What about Lotusphere and it’s theme ‘Social Business’:
So what about this Social Business stuff?
IBM has some great assets there. The Lotus portfolio is surprisingly functional in terms of chatter based apps. But the real kicker for me discovering that Sandy Carter has a new role for 2011 – She is now Vice President IBM Social Business and Collaboration Solutions Sales and Evangelism. If you don’t follow IBM SWG you may not know that Sandy is Steve Mills’ go to person for the job that needs doing, particularly spanning cross party lines. Last year Sandy ran channel sales and IBM’s performance improved by a significant percentage. So she will be working with an already solid Lotus team to drive Social Business in IBM customers.

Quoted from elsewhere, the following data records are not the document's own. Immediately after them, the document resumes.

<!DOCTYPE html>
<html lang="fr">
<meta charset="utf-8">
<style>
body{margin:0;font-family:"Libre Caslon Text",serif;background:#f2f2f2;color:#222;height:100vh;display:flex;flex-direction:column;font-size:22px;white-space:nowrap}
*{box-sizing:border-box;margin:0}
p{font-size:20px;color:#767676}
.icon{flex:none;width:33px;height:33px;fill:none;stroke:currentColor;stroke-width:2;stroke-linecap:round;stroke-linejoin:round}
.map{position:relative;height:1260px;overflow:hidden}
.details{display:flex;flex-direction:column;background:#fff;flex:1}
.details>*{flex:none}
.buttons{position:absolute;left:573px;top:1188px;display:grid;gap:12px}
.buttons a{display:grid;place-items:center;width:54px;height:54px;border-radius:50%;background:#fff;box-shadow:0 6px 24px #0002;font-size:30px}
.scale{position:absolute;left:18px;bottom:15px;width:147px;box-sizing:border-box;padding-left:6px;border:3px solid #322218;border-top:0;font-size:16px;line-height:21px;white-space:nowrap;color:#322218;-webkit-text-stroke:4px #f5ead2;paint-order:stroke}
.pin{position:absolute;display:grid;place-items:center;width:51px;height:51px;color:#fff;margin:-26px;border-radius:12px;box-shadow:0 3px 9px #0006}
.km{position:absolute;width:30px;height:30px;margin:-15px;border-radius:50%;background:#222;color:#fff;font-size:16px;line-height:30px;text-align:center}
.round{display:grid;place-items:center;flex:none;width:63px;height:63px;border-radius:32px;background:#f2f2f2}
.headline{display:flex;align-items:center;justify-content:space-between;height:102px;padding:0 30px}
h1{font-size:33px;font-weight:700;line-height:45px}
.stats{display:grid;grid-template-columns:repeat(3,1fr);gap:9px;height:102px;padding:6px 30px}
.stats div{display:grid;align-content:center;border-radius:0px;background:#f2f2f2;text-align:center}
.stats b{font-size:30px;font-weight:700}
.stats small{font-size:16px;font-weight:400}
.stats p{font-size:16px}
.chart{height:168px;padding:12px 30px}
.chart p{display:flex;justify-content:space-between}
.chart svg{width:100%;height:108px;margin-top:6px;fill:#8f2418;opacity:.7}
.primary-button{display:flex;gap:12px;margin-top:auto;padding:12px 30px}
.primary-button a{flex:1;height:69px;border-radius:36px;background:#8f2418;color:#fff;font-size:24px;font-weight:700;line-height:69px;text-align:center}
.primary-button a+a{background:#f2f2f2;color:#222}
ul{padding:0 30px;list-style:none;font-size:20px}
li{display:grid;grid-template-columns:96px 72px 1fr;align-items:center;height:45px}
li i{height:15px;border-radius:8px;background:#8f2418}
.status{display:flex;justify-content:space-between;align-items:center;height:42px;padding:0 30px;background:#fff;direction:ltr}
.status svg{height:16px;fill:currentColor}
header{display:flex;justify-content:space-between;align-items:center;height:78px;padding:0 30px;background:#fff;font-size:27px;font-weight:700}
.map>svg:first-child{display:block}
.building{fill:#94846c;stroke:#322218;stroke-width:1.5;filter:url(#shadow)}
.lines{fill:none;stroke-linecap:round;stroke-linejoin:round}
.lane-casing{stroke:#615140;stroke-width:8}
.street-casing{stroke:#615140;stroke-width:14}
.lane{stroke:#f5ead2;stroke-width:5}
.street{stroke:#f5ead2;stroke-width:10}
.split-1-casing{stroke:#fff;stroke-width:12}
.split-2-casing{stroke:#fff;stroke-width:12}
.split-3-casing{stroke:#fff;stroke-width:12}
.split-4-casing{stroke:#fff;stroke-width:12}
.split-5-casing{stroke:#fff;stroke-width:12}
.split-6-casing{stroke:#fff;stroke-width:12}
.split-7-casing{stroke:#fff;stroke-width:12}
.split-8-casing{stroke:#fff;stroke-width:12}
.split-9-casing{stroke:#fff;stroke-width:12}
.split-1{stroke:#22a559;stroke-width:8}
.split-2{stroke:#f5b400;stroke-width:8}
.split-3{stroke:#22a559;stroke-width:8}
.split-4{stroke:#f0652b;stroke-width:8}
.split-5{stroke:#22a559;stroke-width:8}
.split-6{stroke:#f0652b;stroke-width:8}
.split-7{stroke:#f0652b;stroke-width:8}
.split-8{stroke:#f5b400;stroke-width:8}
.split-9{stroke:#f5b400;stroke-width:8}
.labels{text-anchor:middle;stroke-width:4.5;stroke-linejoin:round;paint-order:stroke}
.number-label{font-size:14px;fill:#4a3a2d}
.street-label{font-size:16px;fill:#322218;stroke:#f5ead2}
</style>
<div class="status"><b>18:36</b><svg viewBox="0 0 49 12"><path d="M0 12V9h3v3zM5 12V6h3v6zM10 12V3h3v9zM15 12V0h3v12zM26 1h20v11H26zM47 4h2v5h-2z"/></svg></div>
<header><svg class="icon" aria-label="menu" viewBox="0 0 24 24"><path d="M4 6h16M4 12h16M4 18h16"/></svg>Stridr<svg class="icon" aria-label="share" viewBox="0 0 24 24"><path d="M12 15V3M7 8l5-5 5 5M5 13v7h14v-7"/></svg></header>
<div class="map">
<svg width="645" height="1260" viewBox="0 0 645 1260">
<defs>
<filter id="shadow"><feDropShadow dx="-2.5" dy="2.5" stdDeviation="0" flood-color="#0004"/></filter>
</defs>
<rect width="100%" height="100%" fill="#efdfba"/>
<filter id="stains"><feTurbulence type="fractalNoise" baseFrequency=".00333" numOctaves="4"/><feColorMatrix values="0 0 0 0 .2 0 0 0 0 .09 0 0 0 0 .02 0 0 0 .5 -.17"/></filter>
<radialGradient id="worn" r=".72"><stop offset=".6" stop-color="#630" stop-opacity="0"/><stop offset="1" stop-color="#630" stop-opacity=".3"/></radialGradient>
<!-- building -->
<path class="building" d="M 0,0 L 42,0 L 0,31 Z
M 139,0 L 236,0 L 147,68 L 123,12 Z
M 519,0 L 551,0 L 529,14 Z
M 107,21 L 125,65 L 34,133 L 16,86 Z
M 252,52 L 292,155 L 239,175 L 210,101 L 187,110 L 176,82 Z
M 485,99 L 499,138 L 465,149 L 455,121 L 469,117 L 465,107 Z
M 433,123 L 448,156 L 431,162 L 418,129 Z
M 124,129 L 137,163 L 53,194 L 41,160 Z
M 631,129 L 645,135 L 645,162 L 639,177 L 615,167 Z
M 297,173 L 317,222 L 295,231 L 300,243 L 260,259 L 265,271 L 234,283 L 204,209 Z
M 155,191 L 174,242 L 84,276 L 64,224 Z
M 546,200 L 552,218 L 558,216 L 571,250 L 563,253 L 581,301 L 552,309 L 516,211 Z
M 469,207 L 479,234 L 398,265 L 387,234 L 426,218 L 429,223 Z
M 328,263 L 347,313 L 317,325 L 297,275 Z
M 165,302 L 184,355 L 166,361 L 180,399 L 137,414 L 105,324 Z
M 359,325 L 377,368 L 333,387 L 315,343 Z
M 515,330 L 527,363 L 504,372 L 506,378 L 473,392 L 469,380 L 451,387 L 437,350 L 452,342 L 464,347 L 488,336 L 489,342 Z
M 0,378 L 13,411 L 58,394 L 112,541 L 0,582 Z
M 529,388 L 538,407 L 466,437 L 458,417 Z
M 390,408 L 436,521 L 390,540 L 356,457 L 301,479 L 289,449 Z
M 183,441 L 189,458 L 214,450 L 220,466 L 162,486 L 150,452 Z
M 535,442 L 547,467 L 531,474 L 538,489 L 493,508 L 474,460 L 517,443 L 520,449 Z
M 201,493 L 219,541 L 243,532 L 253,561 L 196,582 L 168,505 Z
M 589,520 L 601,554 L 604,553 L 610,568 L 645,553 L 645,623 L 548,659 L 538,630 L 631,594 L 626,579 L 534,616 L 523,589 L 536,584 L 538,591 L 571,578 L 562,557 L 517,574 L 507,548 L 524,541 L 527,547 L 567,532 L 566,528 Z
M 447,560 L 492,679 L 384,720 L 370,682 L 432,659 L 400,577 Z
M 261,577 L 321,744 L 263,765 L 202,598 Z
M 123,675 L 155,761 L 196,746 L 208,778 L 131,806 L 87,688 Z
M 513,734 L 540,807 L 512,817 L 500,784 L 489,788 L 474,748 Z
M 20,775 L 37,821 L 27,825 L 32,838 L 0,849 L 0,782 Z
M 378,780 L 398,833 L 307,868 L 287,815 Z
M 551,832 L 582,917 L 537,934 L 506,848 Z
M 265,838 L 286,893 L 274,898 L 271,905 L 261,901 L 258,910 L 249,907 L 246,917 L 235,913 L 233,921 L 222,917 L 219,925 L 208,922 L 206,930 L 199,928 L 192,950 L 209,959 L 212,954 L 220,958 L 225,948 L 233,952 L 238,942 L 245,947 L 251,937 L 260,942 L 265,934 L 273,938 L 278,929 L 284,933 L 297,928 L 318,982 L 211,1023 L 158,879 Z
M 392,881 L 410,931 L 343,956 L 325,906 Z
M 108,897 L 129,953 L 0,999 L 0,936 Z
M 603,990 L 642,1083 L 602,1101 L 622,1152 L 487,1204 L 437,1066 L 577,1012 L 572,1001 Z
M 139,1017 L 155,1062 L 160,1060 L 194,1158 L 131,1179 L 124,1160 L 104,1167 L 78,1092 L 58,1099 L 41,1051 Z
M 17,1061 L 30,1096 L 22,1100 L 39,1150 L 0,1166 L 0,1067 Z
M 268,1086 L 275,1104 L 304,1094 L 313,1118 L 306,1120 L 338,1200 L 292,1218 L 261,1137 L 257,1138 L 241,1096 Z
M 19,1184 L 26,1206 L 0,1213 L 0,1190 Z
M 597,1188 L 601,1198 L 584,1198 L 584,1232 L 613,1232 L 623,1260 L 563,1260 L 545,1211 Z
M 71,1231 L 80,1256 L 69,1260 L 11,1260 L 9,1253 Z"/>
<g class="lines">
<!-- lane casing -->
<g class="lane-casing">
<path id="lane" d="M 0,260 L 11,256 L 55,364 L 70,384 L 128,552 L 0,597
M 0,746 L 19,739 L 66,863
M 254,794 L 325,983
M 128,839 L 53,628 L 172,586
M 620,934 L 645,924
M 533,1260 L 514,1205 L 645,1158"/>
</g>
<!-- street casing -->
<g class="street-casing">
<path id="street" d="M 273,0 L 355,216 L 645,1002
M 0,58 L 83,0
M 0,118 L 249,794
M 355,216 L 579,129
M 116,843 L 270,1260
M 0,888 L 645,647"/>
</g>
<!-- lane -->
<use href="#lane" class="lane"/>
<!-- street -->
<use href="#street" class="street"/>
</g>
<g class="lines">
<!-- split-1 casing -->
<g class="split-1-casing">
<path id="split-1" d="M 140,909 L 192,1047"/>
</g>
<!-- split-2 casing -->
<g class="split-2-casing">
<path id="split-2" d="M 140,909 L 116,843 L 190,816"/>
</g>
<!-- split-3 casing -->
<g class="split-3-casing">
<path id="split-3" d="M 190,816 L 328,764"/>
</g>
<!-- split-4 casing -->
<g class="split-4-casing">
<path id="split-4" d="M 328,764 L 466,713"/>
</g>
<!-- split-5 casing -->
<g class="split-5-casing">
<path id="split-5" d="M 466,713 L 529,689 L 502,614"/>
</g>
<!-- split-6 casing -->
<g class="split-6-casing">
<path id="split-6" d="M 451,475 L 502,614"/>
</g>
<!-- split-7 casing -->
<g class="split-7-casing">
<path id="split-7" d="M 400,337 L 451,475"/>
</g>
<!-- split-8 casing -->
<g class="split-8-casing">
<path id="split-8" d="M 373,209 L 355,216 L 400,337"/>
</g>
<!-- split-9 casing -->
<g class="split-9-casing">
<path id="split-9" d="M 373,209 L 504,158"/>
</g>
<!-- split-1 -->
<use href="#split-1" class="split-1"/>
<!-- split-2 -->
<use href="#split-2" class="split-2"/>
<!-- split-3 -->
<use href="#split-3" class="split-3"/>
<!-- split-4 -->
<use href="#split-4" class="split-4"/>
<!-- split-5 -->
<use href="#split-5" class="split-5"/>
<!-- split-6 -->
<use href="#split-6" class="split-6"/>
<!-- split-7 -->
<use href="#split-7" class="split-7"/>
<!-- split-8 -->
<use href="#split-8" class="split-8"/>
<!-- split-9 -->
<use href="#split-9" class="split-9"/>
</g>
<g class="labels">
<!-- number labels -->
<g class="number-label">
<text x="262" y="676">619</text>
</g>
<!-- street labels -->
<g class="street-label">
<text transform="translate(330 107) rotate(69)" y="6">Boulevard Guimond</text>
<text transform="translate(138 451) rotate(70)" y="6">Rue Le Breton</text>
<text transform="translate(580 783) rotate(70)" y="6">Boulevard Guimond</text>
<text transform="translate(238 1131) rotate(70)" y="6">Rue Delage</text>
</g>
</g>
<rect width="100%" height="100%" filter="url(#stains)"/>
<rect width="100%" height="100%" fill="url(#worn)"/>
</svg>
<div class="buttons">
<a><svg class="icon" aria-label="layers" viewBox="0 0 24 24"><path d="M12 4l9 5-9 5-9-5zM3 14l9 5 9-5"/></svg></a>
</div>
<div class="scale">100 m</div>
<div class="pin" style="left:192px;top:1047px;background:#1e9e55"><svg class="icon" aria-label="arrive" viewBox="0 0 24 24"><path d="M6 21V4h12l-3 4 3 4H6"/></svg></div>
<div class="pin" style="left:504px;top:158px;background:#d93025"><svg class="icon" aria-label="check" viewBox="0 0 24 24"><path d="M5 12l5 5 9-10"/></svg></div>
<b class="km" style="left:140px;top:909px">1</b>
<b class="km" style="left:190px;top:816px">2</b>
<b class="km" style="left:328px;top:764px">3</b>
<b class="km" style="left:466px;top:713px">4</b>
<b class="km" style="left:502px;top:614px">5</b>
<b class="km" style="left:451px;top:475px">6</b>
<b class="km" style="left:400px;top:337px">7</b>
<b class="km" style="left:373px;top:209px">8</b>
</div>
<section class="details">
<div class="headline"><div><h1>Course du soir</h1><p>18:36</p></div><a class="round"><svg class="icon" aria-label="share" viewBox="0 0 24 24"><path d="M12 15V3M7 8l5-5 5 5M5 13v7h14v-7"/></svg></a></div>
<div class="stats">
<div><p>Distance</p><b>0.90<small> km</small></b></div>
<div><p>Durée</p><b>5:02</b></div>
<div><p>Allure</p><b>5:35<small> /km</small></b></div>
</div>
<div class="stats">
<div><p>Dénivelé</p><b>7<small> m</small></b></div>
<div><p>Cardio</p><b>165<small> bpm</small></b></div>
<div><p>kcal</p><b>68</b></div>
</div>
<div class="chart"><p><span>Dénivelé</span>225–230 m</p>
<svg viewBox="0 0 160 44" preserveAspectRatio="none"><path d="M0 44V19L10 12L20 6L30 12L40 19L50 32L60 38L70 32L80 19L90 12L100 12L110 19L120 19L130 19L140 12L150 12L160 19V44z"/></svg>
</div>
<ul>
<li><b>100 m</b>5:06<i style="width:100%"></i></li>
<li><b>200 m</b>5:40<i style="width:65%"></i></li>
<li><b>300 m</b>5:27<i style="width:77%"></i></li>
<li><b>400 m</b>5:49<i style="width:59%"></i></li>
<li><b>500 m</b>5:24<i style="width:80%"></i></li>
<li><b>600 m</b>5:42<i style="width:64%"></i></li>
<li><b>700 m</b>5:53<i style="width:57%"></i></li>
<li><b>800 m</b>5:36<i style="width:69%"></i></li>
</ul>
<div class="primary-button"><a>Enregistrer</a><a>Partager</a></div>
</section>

It will be fascinating to see the role that Sandy Carter takes on at Lotusphere and through 2011. (Darren Duke and I have interviewed Sandy on the latest episode of This Week in Lotus due out tomorrow – I’ll post the link when it is available.)
Finally, what’s James looking to see at Lotusphere?
I am going to Lotusphere in a couple of weeks and everything should be somewhat clearer after that. IBM is running a Social Business Industries conference in tandem with the tech show, which is new and pretty cool- looking at things like Open Government. All in all though I am fairly positive about things. And from a disclosure perspective I should point out that we work with Lotus, and I am pretty fired up about helping IBM better serve web developers. We have been pushing for this for a long time.
James and the Redmonk team are taking part in the Business Development Day at Lotusphere 2011, so it will be intriguing to see their input, particularly around the Lotus application development story.